1. “Anunciaremos a los pueblos la salvación del Señor” (Salmo responsorial). Estas palabras del Salmo responsorial expresan bien nuestra actitud interior, venerables hermanos, al concluir la X Asamblea ordinaria del Sínodo de los obispos. La prolongada y profunda discusión sobre el tema del episcopado ha renovado en cada uno de nosotros la apasionada conciencia de la misión que nos ha encomendado nuestro Señor Jesucristo. Con fervor apostólico, en nombre de todo el Colegio episcopal que aquí representamos, reunidos junto a la tumba del apóstol san Pedro, queremos reiterar nuestra adhesión al mandato del Resucitado: “Anunciaremos a los pueblos la salvación del Señor”. Es casi un nuevo punto de partida, en la línea del gran jubileo del año 2000 y al inicio del tercer milenio cristiano. Al clima jubilar nos ha remitido la primera lectura, el oráculo mesiánico de Isaías, tantas veces repetido durante el Año santo. Es un anuncio lleno de esperanza para todos los pobres y los afligidos. Es la inauguración del “año de misericordia del Señor” (Is 61, 2), que tuvo en el jubileo su expresión fuerte, pero que trasciende todo calendario para extenderse a cualquier lugar a donde llegue la presencia salvífica de Cristo y de su Espíritu. Al volver a escuchar hoy este anuncio, nos sentimos confirmados en la convicción expresada al final del gran jubileo: “la puerta viva que es Cristo” permanece más abierta que nunca para las generaciones del nuevo milenio (cfr. Novo millennio ineunte, 59). En efecto, Cristo es la esperanza del mundo. La Iglesia y, de manera particular, los Apóstoles y sus sucesores, tienen la misión de difundir su Evangelio hasta los confines de la tierra.

2. La exhortación del apóstol san Pedro a los “ancianos”, que hemos escuchado en la segunda lectura, así como el pasaje del evangelio que acabamos de proclamar, utilizan la simbología del pastor y de la grey, presentando el ministerio de Cristo y de los Apóstoles en clave “pastoral”. “Apacentad la grey de Dios que os ha sido encomendada” escribe san Pedro, recordando el mandato que él mismo había recibido de Cristo: “Apacienta mis corderos. (...) Apacienta mis ovejas” (Jn 21, 15.16.17). Y es aún más significativa la autorrevelación del Hijo de Dios: “Yo soy el buen pastor” (Jn 10, 11), con la connotación sacrificial: “Doy la vida por las ovejas” (cf. Jn 10, 15). Por esto, san Pedro se define “testigo de los sufrimientos de Cristo y partícipe de la gloria que está para manifestarse” (1 Pe 5, 1).

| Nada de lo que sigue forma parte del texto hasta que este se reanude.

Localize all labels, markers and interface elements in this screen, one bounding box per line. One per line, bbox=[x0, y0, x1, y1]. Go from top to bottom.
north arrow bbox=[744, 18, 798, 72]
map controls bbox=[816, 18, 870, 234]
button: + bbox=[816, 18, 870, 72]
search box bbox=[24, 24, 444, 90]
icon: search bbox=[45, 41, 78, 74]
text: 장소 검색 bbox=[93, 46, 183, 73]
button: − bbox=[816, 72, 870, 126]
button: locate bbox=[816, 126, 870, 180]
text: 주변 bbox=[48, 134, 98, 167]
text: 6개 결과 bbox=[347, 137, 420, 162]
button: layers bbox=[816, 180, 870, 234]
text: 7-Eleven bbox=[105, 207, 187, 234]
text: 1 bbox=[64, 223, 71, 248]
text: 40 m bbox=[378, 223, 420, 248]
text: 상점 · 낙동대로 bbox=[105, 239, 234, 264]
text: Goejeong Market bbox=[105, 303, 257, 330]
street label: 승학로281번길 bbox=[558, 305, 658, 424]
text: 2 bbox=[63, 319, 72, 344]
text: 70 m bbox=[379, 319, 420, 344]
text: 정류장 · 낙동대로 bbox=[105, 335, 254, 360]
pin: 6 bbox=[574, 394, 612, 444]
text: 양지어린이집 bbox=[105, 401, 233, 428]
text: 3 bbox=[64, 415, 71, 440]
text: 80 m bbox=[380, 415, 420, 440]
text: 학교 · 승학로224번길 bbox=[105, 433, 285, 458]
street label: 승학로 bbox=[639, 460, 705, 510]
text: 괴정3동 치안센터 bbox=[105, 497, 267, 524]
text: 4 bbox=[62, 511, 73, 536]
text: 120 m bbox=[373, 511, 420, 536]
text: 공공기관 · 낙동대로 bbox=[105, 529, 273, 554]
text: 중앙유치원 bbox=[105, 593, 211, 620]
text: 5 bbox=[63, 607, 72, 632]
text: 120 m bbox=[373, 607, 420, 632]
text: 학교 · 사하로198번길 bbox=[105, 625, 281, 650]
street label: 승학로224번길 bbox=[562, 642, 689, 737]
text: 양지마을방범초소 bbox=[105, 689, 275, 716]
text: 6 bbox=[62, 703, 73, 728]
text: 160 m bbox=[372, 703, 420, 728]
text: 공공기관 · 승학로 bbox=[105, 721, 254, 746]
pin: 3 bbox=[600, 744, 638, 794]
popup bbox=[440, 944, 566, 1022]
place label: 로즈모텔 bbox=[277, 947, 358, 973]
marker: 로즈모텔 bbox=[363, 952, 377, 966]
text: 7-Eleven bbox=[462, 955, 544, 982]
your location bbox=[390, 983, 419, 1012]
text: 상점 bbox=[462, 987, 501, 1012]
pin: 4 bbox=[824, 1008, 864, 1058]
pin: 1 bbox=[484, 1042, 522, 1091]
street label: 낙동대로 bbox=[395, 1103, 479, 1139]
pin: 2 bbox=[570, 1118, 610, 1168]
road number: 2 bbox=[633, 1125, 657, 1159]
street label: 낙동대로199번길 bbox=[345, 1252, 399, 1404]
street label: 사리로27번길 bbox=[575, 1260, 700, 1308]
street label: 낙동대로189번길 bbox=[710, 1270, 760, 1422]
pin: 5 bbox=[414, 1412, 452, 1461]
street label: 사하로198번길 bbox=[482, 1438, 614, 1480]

En la Iglesia, el pastor es ante todo portador de este testimonio pascual y escatológico, que culmina en la celebración de la Eucaristía, memorial de la muerte del Señor y anuncio de su vuelta gloriosa. Por tanto, la celebración de la Eucaristía es la acción pastoral por excelencia: el “Haced esto en memoria mía” no sólo implica la repetición ritual de la Cena, sino también, como consecuencia, la disponibilidad a ofrecerse a sí mismos por la grey, siguiendo el ejemplo de lo que hizo él durante su vida y, sobre todo, en su muerte.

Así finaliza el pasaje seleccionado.